10 janeiro 2013

O homem cordial

 A atualidade do pensamento de Sérgio Buarque de Holanda (1902-1982) se verifica com clareza e espanto no conceito de "homem cordial", que nos arrasta sempre em direção ao passado, sufocando o presente e anulando um futuro democrático. Aliás, o autor de "Visões do Paraíso" dizia que entre nós, brasileiros, a democracia sempre foi um lamentável mal-entendido...

É de 1936 o livro “Raízes do Brasil”, do historiador Sérgio Buarque de Holanda. Nele está contida a ideia de “homem cordial”, uma das maiores contribuições já realizadas para a compreensão do Brasil e dos brasileiros.

O “homem cordial”, resultado de um cruzamento entre a cultura colonial e o improviso de um país para sempre inacabado, é afetuoso, interesseiro e autoritário; adora obter vantagens em tudo, detesta regras, vive em busca de atalhos favoráveis; não vê problema no que faz de errado, embora seja raivoso na hora de apontar os erros dos outros.

Variação muito mal-humorada de um tipo único de homo brasiliensis, o “homem cordial” é avesso ao esforço metódico e à concentração; prefere o circunstancial, a moda do momento e o jeito mais rápido de conquistar aquilo que deseja.

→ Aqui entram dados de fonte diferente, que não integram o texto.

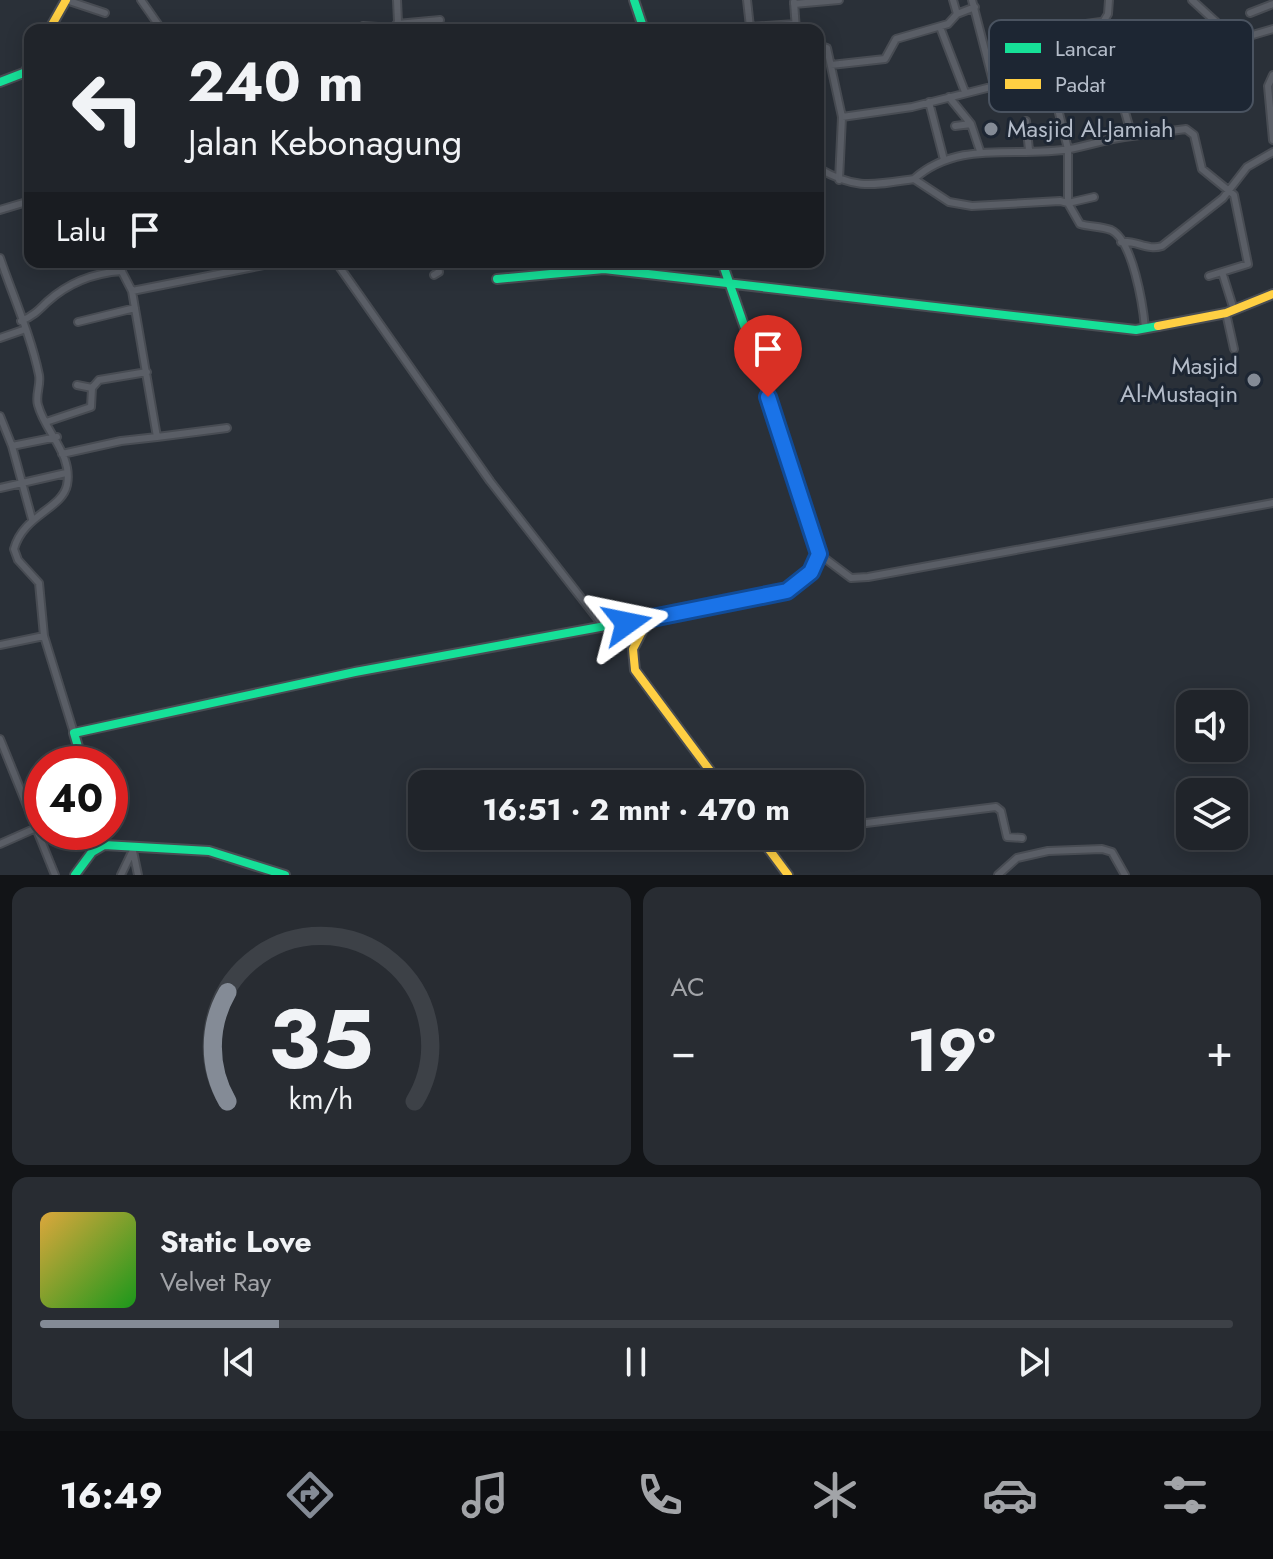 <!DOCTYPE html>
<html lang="id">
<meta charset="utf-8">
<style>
body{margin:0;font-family:Jost,sans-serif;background:#282c32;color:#f1f3f6;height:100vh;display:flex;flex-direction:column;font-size:30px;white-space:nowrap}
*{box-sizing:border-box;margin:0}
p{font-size:26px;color:#a2a4a8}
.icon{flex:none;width:44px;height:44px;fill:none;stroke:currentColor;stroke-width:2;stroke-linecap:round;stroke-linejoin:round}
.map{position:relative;height:875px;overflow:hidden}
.side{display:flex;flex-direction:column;gap:12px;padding:12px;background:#121417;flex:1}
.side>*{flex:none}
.hud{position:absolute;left:24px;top:24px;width:800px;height:244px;border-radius:16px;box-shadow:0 4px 20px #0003,0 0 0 2px #3d4147;background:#20242a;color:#f1f3f6;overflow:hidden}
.fabs{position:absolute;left:1176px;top:690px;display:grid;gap:16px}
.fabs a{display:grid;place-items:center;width:72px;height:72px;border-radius:16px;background:#20242a;box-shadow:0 4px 20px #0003,0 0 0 2px #3d4147;font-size:40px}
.speed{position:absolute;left:24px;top:746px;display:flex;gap:16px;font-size:40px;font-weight:700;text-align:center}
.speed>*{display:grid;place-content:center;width:104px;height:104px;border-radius:50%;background:#20242a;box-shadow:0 4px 20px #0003,0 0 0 2px #3d4147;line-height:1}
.speed .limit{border:12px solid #d22;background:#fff;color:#111}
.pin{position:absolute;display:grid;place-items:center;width:68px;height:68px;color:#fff;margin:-82px -34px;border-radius:50% 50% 50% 0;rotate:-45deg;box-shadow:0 0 8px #0007}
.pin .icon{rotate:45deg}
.me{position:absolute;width:88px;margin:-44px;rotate:78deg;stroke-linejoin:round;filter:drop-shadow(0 0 6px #0008)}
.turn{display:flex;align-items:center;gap:28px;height:168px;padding:0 32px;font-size:36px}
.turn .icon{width:104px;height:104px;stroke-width:2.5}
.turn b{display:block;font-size:56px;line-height:68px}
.then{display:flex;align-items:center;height:76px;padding:0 32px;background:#0003;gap:16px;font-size:30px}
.big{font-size:60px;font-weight:700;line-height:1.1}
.side .card{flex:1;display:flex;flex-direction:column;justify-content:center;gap:12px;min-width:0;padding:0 28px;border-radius:16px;background:#282c32}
.side .dial{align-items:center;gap:0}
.dial svg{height:208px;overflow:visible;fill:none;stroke:#3d4147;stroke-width:7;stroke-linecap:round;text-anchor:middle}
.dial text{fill:#f1f3f6;stroke:none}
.song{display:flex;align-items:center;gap:24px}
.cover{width:96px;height:96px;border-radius:12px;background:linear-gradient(135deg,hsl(40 70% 55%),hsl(120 70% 35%))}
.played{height:8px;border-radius:4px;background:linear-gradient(90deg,#848b96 20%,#3d4147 20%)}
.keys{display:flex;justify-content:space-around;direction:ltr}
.heat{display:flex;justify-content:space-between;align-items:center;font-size:44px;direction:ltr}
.side .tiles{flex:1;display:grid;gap:12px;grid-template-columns:1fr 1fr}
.card:last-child{grid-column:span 2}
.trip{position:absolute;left:408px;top:770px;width:456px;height:80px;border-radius:16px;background:#20242a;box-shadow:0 4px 20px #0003,0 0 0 2px #3d4147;font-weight:700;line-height:80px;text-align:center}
.dock{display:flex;height:128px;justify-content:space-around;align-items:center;background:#0d0e11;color:#a2a4a8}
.dock .icon{width:56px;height:56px}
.dock .active{color:#848b96}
.dock b{font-size:36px;color:#f1f3f6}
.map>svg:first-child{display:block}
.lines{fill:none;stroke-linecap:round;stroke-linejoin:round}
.street-casing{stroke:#484c53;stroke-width:10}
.fast-casing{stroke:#484c53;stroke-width:12}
.slow-casing{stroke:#484c53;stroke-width:12}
.street{stroke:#5a5e66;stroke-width:6}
.fast{stroke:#16e098;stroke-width:8}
.slow{stroke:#ffcf43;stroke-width:8}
.route-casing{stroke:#114b97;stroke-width:20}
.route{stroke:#1a73e8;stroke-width:14}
.poi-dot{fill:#848b96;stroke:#1d2633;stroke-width:3}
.labels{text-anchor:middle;stroke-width:6;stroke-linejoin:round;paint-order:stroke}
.poi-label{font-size:24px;fill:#b4bcc9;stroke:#1d2633;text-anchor:start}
.key{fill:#1d2633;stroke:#4a5360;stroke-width:2}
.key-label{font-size:22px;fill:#b4bcc9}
</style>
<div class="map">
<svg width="1273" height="875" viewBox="0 0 1273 875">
<rect width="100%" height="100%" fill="#2a3038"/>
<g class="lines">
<defs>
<path id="street" d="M66,0L105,13
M141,0L162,30
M747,0L750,27
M953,0L957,14
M972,0L994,85
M1192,0L1216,22L1220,45
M794,2L796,30
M794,4L839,0
M1250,13L1273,4
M397,24L440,20
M363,26L393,28
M940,27L965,92
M392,30L398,22L397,0
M705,30L796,24
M818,45L827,48L842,117L839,180
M1215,46L1273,29
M831,65L885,59L896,39L948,24L957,14L975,7
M1041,74L1033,31L1101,22
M1273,75L1268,86L1273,140
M1108,82L1100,27L1108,14L1109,0
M949,97L971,124L980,151
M929,102L944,160
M842,117L912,107L1058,70L1068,73L1076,95
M1026,121L1029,150
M955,126L971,124
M1132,136L1186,129L1194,135L1202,169L1234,195L1248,264L1222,272L1234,310
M818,168C856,190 872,185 914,179L949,202L972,206L1060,201L1068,203L1080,224C1090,227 1101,226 1111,230C1133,240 1143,306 1145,328
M914,179C959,139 1016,158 1070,149C1091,145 1110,138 1132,136L1120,95L1108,82L1062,103L1058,109L1068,149V203L1094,197
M0,210L30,201
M1121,242C1136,240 1148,251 1162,246L1223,198L1247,167L1273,152
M0,258C13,296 31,336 39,375C41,385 35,395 38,405C45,432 73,454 67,485C62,509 23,515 14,549L18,560L39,583L44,636L74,733
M117,262L132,291
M336,262L490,481L604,627
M557,262L558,271
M340,268L355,262
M434,275L439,272L437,262
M1209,276L1222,272
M1226,313L1234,349
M21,321C33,316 38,311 47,302C69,282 93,273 122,271
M78,322L135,308
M0,338L23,330
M77,385L92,388
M0,416L12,446L32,519
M46,422L91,407L92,388L99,380L147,372
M157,437L227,428
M12,446L57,437
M62,454L121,441L157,437L132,291L279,262
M0,488L66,473
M819,554L851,578L868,577L1273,503
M0,645L44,636
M0,739L55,875
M850,825L996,807L1001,811L1007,837L1022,838
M101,832L104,845
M723,836C736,853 752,842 768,836
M802,836L818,840L829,836
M0,844L36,828
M133,851L138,875
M121,875L134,848
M998,875L1017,858L1048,851L1102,849L1112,852L1125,875"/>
<path id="fast" d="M634,0L644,30
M0,82L26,72L30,61
M722,262L778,423
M497,279L604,269L1136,330L1158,326
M83,764L74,733L355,672L649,618
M75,875L92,852L104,845L209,851L285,875"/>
<path id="slow" d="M49,30L66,0
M1158,326L1226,313L1273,294
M720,784L635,670L633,649L649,618L787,591L811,572L818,559L807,509L778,423
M759,836L788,875"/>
</defs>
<use href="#street" class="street-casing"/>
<use href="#fast" class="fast-casing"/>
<use href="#slow" class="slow-casing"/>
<use href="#street" class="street"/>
<use href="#fast" class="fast"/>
<use href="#slow" class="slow"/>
</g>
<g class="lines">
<defs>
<path id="route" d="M627,623L787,591L811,572L819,554L768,397"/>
</defs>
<use href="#route" class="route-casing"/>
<use href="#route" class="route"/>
</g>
<g class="poi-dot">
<circle cx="991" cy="129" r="8"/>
<circle cx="1254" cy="380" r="8"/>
</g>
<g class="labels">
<g class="poi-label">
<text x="1007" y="137">Masjid Al-Jamiah</text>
<text x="1238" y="374" text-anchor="end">Masjid<tspan x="1238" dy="28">Al-Mustaqin</tspan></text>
</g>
</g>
<rect x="989" y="20" width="264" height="92" rx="12" class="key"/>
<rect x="1005" y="43" width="36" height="10" fill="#16e098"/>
<rect x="1005" y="79" width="36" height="10" fill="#ffcf43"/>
<g class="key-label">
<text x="1055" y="56">Lancar</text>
<text x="1055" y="92">Padat</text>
</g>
</svg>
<div class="fabs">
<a><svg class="icon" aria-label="sound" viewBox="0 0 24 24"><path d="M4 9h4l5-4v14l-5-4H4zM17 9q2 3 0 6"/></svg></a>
<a><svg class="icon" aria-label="layers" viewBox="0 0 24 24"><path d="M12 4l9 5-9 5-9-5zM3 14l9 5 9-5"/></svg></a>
</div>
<div class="speed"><div class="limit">40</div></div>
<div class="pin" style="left:768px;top:397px;background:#d93025"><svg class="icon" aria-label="arrive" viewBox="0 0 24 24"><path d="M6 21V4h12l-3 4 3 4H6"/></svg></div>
<svg class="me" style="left:627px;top:623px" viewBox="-20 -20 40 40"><path d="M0-17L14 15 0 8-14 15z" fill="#1a73e8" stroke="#fff" stroke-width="4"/></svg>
<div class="trip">16:51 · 2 mnt · 470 m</div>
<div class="hud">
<div class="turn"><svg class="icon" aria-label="left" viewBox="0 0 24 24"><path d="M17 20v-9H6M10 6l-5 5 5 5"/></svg><div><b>240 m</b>Jalan Kebonagung</div></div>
<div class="then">Lalu<svg class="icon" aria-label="arrive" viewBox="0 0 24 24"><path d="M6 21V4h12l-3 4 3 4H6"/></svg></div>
</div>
</div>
<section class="side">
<div class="tiles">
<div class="card dial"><svg viewBox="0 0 100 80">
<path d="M14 69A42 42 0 1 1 86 69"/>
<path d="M14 69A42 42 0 0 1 14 27" stroke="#848b96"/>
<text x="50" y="56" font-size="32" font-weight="700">35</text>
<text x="50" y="72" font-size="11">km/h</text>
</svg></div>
<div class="card"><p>AC</p>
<div class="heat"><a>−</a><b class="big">19°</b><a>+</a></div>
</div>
<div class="card">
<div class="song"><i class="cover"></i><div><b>Static Love</b><p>Velvet Ray</p></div></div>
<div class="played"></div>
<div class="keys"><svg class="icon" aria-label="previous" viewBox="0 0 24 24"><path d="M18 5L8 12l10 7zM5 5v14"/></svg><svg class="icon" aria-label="pause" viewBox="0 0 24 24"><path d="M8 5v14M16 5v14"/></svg><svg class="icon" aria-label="next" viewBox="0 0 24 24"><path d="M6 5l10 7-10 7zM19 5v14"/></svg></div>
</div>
</div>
</section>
<nav class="dock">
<b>16:49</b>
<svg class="icon active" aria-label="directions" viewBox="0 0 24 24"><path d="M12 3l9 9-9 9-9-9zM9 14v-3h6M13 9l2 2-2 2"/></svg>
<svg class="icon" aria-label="music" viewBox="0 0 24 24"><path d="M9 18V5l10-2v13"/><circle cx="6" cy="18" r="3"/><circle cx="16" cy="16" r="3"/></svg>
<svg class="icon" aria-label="phone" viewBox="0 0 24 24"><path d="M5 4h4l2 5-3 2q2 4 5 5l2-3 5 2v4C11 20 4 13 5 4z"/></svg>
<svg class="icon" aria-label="climate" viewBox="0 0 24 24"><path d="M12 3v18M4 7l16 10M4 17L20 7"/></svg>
<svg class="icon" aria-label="car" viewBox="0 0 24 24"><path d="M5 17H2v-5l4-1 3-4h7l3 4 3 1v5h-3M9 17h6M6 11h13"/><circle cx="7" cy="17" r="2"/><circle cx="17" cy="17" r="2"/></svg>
<svg class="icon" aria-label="filters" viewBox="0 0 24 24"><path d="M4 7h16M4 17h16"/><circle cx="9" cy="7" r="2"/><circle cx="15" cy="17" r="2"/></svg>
</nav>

Adepto do “curtir a vida adoidado”, o homo brasiliensis encarnado no “homem cordial” sofre muito diante de compromissos que exijam dispêndio de energia e tempo – na cultura humana do juro, opta sempre por curtir hoje e pagar amanhã, em vez de investir agora para saborear depois por tempo indeterminado e mais tranquilo.

A impessoalidade no trato, as regras universais, a ética como parâmetro para a tomada de decisões, o antever dos desdobramentos de sua ação sobre a vida e o planeta, o incentivo ao fortalecimento de instituições públicas e sociais, nada disso agrada ao “homem cordial”, que não esconde amar o familiarismo nas relações sociais, as regras particulares, a moral privada, o “salve-se quem-puder”, o apelo a saídas pessoais diante de problemas e questões que são, de superfície e de fundo, coletivas.

Em 1936, Sérgio Buarque de Holanda apontava esses traços culturais brasileiros como uma barreira intransponível para a democracia. E hoje? Creio que a atualidade da ideia de “homem cordial” salta aos olhos de quem observa com interesse o país. Resta saber o tamanho desse malfazejo espólio.